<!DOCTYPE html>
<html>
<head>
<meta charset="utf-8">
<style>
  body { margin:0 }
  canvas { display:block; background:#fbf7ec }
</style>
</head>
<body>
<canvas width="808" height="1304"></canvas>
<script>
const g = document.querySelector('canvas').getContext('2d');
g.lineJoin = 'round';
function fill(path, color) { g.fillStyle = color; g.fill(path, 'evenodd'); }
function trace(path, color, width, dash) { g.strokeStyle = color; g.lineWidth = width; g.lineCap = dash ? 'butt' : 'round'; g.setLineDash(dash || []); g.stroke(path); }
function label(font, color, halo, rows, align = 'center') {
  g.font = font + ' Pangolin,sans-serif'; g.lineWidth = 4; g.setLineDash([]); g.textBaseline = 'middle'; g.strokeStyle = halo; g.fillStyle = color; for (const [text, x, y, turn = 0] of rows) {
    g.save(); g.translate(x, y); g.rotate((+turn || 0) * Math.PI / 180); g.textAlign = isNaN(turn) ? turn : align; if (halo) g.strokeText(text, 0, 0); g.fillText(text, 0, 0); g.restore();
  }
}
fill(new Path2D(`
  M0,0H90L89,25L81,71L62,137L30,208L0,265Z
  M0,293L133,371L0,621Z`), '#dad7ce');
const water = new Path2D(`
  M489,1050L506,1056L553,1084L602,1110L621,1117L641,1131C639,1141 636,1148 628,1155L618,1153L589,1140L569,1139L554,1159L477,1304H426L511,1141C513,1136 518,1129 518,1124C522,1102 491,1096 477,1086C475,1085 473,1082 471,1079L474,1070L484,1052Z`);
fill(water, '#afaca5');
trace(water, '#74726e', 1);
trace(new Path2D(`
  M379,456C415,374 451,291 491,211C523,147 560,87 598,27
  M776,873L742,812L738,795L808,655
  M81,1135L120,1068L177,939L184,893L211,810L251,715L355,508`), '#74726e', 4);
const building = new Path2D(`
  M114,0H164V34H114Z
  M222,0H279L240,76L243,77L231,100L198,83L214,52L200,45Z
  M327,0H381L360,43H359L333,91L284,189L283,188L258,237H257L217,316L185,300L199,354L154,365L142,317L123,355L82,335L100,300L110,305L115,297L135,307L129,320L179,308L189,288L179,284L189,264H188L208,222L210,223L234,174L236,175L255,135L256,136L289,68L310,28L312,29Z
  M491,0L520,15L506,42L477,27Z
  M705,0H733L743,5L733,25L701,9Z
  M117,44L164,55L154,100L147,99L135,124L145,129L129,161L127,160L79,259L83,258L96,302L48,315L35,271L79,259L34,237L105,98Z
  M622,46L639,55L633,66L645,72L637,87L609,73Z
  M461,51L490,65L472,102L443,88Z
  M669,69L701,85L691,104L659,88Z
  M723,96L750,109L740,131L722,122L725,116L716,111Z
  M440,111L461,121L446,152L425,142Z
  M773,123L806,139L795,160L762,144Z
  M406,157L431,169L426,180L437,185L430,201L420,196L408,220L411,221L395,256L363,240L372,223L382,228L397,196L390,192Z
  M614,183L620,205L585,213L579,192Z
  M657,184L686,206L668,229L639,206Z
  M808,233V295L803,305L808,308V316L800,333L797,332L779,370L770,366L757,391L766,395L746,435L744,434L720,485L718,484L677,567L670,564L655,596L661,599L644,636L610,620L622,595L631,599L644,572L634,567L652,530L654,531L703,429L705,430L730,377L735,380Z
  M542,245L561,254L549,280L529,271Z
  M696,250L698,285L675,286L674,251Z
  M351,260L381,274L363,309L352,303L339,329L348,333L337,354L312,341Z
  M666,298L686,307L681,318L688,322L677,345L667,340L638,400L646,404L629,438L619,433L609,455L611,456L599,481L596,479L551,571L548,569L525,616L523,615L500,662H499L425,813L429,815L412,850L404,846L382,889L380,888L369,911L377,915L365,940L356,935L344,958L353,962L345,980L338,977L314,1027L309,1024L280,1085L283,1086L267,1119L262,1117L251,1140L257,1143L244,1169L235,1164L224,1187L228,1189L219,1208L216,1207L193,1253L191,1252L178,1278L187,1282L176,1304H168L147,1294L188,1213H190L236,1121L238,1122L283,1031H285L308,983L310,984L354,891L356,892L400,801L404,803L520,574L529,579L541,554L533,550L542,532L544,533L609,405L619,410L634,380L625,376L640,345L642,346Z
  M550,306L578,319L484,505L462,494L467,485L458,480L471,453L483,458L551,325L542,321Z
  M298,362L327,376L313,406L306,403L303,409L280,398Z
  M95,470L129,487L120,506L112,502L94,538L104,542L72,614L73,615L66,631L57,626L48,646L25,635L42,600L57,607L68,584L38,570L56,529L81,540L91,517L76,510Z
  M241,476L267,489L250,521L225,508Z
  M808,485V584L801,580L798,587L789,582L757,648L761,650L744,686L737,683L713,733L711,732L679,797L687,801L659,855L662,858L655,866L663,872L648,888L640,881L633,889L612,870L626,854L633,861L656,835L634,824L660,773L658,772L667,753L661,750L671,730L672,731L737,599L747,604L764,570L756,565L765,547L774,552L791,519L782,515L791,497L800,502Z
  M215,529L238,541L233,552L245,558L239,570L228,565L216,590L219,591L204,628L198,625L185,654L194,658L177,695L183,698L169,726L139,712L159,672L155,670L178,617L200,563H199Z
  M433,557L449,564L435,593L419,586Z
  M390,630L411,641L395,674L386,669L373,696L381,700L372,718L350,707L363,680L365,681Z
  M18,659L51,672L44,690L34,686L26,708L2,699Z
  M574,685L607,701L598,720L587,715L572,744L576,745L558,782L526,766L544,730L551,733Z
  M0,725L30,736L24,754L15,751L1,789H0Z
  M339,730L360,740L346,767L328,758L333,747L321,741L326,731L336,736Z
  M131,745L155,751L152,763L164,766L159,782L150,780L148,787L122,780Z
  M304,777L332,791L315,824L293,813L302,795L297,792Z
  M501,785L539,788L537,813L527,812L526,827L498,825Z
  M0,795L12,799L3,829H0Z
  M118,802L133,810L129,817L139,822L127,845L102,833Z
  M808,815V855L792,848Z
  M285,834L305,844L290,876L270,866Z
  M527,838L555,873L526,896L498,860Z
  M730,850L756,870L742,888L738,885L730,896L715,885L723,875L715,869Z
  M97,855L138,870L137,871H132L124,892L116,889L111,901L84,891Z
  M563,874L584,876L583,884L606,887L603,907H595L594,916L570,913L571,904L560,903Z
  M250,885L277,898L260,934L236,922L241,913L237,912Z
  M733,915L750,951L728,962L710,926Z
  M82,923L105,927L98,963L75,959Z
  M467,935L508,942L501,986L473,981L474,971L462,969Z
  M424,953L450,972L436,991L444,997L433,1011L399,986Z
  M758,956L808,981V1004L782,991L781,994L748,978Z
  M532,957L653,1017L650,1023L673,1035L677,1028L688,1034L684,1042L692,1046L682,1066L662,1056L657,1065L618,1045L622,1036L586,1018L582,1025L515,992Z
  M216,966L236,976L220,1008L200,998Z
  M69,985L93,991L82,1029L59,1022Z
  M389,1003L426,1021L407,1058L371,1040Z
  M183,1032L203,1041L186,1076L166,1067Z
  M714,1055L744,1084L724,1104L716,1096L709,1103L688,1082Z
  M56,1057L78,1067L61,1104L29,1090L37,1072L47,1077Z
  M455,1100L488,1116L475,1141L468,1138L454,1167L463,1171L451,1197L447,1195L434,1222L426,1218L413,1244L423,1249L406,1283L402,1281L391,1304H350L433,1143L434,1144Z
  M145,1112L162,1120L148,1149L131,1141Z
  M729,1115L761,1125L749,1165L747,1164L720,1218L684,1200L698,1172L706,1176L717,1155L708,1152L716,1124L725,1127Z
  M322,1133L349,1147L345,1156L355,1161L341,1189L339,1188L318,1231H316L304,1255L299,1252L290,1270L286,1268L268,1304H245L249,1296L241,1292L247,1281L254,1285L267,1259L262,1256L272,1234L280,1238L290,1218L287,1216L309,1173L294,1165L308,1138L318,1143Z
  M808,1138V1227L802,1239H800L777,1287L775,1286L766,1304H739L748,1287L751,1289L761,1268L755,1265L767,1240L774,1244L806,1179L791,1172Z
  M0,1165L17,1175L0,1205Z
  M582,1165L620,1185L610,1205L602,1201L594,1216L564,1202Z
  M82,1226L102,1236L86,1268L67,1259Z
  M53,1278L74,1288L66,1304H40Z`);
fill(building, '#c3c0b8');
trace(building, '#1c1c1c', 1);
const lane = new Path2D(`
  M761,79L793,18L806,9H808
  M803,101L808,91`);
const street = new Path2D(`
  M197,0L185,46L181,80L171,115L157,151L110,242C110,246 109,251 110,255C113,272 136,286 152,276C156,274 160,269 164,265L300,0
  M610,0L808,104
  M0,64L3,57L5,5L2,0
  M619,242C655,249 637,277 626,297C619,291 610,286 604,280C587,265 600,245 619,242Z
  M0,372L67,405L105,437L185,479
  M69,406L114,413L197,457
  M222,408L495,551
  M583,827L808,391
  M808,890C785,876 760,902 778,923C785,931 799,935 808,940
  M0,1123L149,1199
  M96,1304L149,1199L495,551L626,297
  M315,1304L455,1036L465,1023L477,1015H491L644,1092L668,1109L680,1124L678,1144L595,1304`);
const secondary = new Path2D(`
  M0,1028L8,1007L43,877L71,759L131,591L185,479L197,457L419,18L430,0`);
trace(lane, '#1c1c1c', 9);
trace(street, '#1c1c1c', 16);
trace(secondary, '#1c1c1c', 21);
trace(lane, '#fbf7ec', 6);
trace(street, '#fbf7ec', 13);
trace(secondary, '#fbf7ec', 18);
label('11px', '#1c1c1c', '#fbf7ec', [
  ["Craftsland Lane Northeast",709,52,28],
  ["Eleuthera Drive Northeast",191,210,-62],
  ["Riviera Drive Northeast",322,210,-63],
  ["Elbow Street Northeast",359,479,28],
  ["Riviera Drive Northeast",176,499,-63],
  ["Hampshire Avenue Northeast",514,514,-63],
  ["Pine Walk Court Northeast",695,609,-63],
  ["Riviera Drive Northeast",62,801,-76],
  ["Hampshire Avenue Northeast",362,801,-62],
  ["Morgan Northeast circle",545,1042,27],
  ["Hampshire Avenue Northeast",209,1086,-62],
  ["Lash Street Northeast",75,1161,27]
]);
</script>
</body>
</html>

* * *

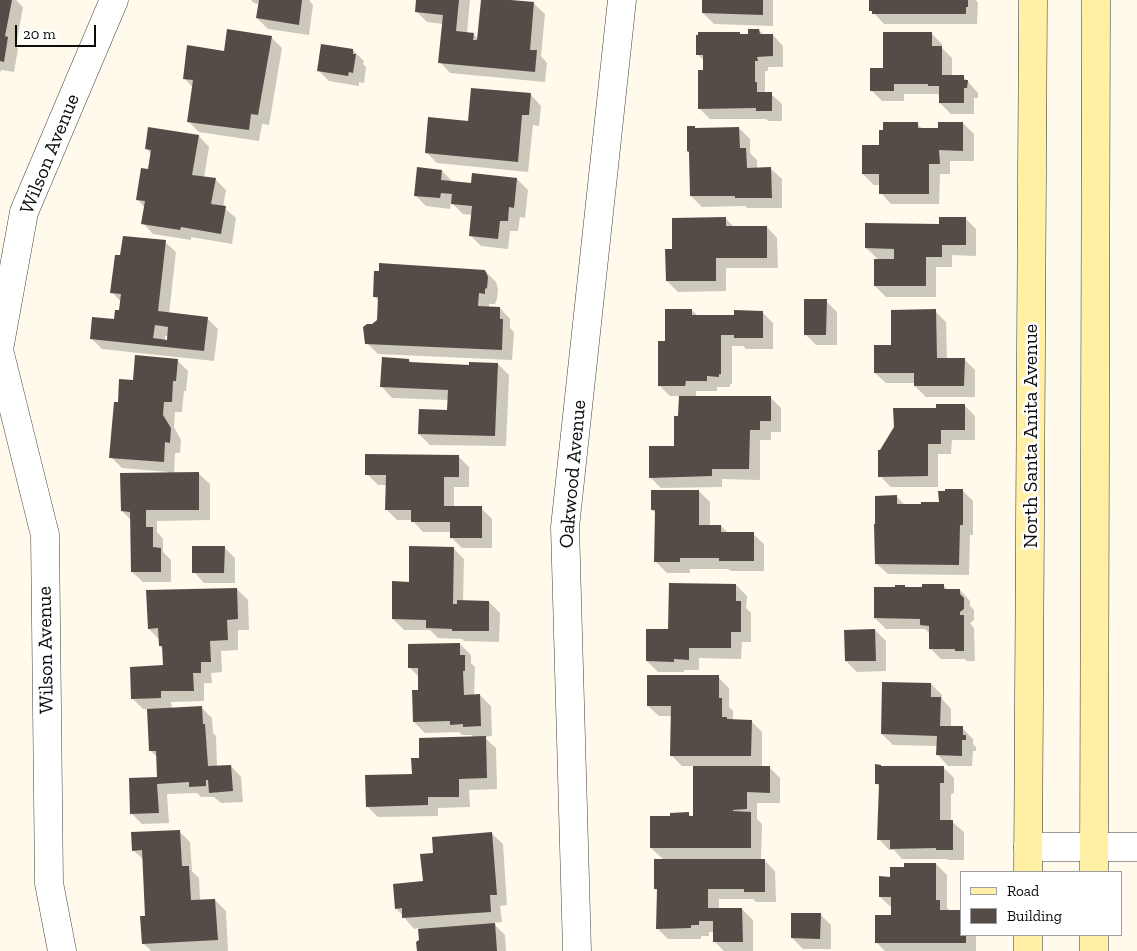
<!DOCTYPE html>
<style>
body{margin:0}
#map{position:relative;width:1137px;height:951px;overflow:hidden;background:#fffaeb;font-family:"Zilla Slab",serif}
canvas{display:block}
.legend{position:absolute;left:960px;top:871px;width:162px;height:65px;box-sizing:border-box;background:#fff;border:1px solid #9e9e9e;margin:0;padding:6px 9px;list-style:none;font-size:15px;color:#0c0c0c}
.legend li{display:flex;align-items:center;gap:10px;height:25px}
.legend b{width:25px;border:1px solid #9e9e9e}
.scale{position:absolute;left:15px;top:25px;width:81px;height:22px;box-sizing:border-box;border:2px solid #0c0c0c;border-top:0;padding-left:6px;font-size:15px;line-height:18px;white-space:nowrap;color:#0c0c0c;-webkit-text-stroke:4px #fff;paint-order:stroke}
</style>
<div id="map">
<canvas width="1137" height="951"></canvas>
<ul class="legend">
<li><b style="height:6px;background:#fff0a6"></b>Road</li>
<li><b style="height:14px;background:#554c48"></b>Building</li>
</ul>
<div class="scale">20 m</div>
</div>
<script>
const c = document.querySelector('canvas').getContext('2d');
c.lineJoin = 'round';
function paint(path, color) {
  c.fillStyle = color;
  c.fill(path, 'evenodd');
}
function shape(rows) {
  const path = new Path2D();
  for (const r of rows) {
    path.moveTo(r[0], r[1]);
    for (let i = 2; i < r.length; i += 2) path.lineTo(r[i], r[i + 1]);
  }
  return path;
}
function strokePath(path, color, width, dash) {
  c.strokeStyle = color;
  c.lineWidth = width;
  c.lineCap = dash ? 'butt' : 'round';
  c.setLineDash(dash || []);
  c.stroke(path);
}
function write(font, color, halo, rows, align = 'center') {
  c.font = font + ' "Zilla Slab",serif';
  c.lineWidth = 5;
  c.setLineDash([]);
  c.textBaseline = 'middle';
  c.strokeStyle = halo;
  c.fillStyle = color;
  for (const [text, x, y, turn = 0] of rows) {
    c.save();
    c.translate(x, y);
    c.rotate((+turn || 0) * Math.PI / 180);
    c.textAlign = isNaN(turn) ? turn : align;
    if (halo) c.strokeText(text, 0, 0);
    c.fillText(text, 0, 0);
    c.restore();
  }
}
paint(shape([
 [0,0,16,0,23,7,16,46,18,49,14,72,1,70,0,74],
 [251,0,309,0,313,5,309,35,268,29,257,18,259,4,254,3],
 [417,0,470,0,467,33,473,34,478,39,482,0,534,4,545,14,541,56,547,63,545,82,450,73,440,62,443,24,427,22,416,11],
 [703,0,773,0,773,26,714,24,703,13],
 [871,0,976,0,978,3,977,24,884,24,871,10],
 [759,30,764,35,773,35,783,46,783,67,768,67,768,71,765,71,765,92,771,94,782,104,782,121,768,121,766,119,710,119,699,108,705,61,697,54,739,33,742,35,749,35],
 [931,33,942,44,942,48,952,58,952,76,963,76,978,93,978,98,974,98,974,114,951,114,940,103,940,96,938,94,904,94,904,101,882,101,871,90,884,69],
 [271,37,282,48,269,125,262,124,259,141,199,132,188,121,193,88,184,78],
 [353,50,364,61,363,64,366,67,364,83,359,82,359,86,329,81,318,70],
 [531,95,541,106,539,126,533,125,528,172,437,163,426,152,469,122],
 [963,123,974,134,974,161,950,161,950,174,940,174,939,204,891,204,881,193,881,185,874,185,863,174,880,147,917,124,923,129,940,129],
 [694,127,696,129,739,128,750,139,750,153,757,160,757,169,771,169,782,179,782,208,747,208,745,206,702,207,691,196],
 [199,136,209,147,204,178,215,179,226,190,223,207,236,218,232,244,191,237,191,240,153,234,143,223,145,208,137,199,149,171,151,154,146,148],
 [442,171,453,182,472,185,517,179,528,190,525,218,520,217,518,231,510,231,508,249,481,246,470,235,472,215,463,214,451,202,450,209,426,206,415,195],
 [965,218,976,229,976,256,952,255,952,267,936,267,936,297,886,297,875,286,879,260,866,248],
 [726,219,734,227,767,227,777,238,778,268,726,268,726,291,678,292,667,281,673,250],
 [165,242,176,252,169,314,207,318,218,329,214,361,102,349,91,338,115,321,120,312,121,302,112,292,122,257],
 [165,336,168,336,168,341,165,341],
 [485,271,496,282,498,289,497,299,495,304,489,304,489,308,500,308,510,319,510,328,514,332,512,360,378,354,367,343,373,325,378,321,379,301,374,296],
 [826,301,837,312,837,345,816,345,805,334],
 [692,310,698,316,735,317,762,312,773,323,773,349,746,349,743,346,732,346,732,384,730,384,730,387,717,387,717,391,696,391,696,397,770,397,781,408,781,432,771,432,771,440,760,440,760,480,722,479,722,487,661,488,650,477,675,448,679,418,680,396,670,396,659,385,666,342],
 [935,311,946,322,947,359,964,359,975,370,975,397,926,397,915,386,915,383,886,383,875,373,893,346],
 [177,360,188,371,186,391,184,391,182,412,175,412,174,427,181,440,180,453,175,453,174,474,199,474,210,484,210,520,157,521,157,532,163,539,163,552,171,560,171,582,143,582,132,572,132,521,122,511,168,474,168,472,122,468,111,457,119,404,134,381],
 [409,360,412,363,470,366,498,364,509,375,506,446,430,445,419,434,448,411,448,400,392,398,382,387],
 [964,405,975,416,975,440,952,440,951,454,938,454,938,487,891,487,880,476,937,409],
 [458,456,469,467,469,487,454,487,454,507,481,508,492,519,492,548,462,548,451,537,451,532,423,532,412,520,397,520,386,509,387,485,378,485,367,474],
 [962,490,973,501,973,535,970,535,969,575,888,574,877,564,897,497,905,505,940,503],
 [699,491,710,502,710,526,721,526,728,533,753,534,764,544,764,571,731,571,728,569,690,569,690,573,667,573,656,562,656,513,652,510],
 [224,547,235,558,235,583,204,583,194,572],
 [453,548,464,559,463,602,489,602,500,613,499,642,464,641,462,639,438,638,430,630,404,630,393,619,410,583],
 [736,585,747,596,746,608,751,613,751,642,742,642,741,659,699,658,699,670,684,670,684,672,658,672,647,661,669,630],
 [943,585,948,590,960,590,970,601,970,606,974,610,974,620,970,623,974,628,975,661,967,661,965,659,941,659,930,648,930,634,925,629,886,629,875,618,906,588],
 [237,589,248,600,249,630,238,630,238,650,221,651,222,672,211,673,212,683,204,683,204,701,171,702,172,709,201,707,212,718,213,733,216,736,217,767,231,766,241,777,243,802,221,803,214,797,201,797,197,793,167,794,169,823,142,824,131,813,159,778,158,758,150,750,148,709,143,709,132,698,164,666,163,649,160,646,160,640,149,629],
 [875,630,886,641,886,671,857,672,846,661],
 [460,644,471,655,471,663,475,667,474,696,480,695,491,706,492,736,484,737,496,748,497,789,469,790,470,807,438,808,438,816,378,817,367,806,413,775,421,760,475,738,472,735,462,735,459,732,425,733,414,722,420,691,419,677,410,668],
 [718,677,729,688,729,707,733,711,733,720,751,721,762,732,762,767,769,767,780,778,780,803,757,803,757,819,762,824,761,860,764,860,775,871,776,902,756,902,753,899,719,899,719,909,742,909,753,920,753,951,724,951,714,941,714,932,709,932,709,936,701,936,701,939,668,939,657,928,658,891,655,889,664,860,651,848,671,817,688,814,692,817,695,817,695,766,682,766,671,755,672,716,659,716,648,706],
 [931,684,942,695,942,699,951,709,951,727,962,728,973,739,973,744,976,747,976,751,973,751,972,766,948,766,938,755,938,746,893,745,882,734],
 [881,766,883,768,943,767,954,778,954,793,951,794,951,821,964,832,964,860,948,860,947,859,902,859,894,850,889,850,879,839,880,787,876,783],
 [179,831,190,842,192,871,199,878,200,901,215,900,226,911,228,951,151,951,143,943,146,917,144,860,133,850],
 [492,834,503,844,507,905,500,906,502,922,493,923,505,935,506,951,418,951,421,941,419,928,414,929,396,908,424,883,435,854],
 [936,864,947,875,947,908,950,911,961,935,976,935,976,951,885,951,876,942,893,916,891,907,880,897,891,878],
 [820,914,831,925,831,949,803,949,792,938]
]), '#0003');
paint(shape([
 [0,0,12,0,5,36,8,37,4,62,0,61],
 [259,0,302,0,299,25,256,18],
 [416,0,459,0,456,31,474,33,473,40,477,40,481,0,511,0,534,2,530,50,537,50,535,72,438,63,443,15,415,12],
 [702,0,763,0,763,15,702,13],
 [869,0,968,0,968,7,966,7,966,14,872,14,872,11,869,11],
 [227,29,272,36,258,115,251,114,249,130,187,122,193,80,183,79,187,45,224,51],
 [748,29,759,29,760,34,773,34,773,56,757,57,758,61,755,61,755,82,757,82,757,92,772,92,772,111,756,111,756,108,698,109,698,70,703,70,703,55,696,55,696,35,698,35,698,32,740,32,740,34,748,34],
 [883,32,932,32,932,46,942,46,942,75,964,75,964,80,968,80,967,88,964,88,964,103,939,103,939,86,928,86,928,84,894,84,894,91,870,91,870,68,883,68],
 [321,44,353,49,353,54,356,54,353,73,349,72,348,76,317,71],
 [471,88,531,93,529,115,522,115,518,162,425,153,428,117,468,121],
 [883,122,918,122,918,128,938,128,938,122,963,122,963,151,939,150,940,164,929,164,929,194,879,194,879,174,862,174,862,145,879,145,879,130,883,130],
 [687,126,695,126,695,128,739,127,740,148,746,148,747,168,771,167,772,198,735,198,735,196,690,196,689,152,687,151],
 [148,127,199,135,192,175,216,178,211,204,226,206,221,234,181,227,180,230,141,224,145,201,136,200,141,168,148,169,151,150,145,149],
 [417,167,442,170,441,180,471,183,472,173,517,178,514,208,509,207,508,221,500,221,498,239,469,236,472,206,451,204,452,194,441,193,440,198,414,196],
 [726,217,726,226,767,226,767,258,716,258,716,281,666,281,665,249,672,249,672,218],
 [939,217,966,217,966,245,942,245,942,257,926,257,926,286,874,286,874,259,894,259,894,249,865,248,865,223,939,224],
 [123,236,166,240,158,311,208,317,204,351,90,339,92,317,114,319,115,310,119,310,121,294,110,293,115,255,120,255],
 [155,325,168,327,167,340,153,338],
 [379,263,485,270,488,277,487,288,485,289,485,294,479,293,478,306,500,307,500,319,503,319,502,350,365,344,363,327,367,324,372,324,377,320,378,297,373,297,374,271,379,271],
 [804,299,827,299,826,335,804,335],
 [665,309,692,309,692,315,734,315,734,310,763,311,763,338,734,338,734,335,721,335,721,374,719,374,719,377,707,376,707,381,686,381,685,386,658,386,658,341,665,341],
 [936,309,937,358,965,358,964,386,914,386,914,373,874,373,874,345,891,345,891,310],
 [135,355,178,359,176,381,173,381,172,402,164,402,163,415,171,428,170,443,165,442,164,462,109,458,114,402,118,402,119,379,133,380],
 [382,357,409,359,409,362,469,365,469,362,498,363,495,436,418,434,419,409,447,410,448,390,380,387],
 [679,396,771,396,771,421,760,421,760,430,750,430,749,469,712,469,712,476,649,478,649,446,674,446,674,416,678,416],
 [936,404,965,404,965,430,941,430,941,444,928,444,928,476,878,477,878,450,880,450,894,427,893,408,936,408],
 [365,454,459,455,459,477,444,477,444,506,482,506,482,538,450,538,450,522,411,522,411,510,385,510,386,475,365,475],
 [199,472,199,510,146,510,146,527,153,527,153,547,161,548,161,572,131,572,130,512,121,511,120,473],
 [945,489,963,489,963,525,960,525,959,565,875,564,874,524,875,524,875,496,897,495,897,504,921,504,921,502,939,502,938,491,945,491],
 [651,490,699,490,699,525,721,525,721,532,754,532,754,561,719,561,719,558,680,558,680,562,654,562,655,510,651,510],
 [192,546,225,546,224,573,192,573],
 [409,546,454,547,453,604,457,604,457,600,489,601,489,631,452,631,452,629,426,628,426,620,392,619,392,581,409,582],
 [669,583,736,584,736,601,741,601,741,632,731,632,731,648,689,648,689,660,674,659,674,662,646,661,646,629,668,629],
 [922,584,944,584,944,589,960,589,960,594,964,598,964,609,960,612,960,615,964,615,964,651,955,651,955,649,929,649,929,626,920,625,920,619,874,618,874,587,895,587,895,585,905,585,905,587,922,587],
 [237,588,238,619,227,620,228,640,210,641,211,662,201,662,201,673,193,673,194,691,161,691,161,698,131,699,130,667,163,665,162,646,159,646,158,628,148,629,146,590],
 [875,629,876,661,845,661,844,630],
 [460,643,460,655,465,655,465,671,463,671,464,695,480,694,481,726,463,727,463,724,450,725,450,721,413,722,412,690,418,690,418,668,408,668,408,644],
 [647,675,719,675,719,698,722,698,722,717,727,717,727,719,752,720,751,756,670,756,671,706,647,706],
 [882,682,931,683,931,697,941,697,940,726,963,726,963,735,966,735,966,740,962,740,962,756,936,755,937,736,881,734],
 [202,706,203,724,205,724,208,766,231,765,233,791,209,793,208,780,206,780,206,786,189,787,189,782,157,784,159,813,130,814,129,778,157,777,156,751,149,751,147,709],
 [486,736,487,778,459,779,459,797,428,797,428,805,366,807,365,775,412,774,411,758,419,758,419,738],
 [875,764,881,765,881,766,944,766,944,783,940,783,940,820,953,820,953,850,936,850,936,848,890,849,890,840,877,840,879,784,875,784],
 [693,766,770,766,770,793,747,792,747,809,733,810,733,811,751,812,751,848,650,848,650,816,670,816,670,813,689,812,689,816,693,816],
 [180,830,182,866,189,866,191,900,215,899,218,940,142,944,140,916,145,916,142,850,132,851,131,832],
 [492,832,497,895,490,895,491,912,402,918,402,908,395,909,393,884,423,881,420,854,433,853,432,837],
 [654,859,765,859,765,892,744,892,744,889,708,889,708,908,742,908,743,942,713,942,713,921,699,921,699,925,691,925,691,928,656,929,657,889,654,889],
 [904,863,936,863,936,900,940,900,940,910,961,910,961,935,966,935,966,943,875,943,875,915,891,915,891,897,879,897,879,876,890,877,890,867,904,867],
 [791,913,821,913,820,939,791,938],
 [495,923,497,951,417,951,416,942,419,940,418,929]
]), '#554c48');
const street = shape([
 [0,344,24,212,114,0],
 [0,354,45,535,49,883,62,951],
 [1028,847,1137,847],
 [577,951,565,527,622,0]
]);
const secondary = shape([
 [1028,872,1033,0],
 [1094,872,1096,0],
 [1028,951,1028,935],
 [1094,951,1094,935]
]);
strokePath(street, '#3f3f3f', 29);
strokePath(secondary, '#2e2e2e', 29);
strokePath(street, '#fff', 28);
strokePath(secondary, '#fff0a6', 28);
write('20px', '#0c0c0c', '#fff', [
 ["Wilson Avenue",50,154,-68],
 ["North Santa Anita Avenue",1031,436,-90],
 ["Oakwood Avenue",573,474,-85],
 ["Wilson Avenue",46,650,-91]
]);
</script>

YOUR OBJECTIVE => Pick out and copy the lines of the entries that hold the string "halo".

EXERCISE SOLUTION =>
function label(font, color, halo, rows, align = 'center') {
  g.font = font + ' Pangolin,sans-serif'; g.lineWidth = 4; g.setLineDash([]); g.textBaseline = 'middle'; g.strokeStyle = halo; g.fillStyle = color; for (const [text, x, y, turn = 0] of rows) {
    g.save(); g.translate(x, y); g.rotate((+turn || 0) * Math.PI / 180); g.textAlign = isNaN(turn) ? turn : align; if (halo) g.strokeText(text, 0, 0); g.fillText(text, 0, 0); g.restore();
function write(font, color, halo, rows, align = 'center') {
  c.strokeStyle = halo;
    if (halo) c.strokeText(text, 0, 0);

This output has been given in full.